The biggest limitation on the 200 and 300MHx systems of 1997 and early 1998 was bus speed. The industry standard 66MHz bus speed had been around since the Pentium 66 of 1993, and common since about the end of 1995. Several attempts had been made to increase bus speeds in an ad-hoc sort of way, with varying success — the 75MHz 6x86-200 was a great success, the 83MHz 686MX-266 and various home-brew overclocks tended to be problematic. Primarily, this was an issue for the motherboard makers to sort out — in particular, they needed to find a way to decouple the PCI bus so as to get faster RAM access without cooking the video card.
April 1998 brought two good solutions. Intel produced a proprietary system, and a coalition of mainboard and CPU makers led by AMD and VIA developed the open Super 7 standard. Both systems worked well right from the start, and the result was a golden age for performance enthausiasts as ever-faster chips from AMD and Intel pushed the boundaries out.
Incredibly expensive when it first came out, but this was without doubt the fastest X86 chip money could buy.
As the new and high-end CPUs always had been, it was introduced at a price point that could not be justified by any rational analysis. Rationality and CPU buying habits, however, rarely used to go together. There were always a few people who really did not care about the cost — especially those that were buying with other people's money, of course — and a great many more who could be bamboozled by fast-talking salesmen into spending a small fortune on a chip that, in reality, was only marginally faster.
As late as January 1998, by which time the P-II 300 was already about to relinquish its flagship status to the 333, it offered a mere two percent system performance boost over the 266, or six percent better than the K6-233. But the cost was crazy: twenty-five percent higher than the P-II 266 and more than three times higher than the top K6.
In a strictly rational market that would be a recipe for disaster. But it actually made a great deal of sense. To be sure, even in those less well-educated days, only a very small percentage of people would exchange 200% more dollars for 6% more performance, but those few sales were almost pure profit. And with subsidiary products at more reasonable prices — at this time it was the Pentium MMX that mainly filled that role — it was possible to have both benefits: high volume with the entry-level parts, and a carefully crafted series of steps upward in performance (each one larger than the one before) to extract the maximum possible number of dollars from the market. This was the other great significant point about the Intel flagship chips: simply by having the fastest X86 on the market, the reflected glory was sufficient to allow Intel to charge a premium for the lesser chips as well.
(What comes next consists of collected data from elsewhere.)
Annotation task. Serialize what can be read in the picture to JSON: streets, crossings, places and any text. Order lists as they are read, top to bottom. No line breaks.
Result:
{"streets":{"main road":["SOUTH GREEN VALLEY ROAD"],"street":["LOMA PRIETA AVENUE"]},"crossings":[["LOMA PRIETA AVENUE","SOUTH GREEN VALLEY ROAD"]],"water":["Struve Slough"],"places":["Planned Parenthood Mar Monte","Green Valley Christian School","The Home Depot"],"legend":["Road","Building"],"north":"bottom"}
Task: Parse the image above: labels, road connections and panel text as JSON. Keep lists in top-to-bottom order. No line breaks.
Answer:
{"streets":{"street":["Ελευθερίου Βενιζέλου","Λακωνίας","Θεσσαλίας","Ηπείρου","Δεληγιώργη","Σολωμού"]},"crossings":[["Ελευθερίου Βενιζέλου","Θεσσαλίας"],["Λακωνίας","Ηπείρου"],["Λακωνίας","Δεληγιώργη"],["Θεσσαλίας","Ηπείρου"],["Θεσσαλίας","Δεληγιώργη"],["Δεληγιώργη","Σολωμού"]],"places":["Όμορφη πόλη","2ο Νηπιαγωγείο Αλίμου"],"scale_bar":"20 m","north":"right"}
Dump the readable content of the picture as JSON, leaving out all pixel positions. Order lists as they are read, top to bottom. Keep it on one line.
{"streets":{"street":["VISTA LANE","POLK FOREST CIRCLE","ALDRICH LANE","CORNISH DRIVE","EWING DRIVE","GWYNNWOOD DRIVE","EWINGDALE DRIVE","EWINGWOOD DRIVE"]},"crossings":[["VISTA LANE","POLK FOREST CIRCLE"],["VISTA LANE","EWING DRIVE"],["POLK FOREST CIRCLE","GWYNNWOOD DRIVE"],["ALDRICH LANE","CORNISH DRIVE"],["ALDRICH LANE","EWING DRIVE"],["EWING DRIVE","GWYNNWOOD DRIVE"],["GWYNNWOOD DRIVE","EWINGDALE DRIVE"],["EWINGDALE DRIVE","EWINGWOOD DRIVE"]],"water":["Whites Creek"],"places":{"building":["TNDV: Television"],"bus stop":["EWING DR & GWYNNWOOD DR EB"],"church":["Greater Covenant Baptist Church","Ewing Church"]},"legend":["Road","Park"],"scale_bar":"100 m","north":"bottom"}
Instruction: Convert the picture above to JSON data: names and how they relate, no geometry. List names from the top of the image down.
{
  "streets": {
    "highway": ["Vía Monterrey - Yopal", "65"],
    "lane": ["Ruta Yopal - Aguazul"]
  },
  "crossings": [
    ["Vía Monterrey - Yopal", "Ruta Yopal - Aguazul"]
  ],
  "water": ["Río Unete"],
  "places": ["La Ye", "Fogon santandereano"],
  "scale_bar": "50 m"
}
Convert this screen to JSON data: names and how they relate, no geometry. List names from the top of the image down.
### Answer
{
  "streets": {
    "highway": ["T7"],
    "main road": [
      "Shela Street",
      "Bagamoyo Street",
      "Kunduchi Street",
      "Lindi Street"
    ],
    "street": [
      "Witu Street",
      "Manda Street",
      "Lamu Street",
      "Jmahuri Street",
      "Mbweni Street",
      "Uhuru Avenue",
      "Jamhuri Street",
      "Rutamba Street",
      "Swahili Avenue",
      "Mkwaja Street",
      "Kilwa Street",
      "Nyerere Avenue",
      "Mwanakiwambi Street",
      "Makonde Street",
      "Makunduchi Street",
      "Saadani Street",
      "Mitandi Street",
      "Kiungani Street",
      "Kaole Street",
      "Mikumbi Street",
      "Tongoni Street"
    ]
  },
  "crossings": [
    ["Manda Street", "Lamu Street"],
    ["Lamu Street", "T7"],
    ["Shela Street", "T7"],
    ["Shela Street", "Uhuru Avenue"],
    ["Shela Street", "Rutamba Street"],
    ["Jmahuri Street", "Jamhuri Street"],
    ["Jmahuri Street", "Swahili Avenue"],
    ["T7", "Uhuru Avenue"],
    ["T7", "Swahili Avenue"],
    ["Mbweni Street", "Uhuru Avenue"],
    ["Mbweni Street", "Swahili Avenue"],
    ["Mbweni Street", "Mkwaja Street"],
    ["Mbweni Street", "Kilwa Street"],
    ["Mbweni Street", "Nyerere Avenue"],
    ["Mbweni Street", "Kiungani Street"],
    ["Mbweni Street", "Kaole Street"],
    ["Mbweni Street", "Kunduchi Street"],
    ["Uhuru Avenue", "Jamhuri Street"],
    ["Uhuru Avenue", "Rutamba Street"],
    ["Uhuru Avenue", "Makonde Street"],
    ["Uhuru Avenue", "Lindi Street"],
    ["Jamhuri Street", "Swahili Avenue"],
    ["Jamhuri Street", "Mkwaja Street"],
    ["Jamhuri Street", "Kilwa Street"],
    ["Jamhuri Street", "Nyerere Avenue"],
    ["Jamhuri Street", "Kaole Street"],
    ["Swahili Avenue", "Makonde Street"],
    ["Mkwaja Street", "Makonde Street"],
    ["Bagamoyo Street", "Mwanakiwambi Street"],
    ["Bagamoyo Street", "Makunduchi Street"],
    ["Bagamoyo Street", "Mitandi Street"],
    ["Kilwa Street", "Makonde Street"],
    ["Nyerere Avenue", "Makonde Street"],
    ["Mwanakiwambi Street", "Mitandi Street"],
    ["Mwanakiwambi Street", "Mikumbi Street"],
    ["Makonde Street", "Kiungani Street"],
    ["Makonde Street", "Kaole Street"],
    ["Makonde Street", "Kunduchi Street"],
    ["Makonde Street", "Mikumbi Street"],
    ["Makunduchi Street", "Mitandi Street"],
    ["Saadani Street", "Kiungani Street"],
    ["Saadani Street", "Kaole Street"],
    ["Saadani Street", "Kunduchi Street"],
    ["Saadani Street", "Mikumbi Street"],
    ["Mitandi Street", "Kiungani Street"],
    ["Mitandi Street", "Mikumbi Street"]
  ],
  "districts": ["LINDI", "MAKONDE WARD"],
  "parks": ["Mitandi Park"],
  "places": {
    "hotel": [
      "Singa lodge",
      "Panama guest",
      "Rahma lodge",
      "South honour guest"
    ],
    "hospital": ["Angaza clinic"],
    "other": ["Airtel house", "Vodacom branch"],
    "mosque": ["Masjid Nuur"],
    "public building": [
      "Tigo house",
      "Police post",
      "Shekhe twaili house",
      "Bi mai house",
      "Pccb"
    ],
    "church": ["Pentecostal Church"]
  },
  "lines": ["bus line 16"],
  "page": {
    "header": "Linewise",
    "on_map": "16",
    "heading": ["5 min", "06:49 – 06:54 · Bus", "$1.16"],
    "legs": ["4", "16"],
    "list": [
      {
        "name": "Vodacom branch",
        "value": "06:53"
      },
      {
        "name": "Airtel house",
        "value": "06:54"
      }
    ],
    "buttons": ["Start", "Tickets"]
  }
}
Form | Design | Manufacture | Introduction | Status |
---|---|---|---|---|
Slot 1 | Intel | Intel | 1997 | Legacy |
Internal clock | External clock | L1 cache | L2 cache | Transistor count |
300 MHz | 66 MHz | 32k at 300 MHz | 512k at 150 MHz | 7.5 million |
A vastly better performer than the woeful original. Overnight, the Celeron went from being easily the slowest chip on the market to being a genuine contender. The transformation of the woeful Slugeron into the excellent Celeron-A was the most dramatic we have ever seen.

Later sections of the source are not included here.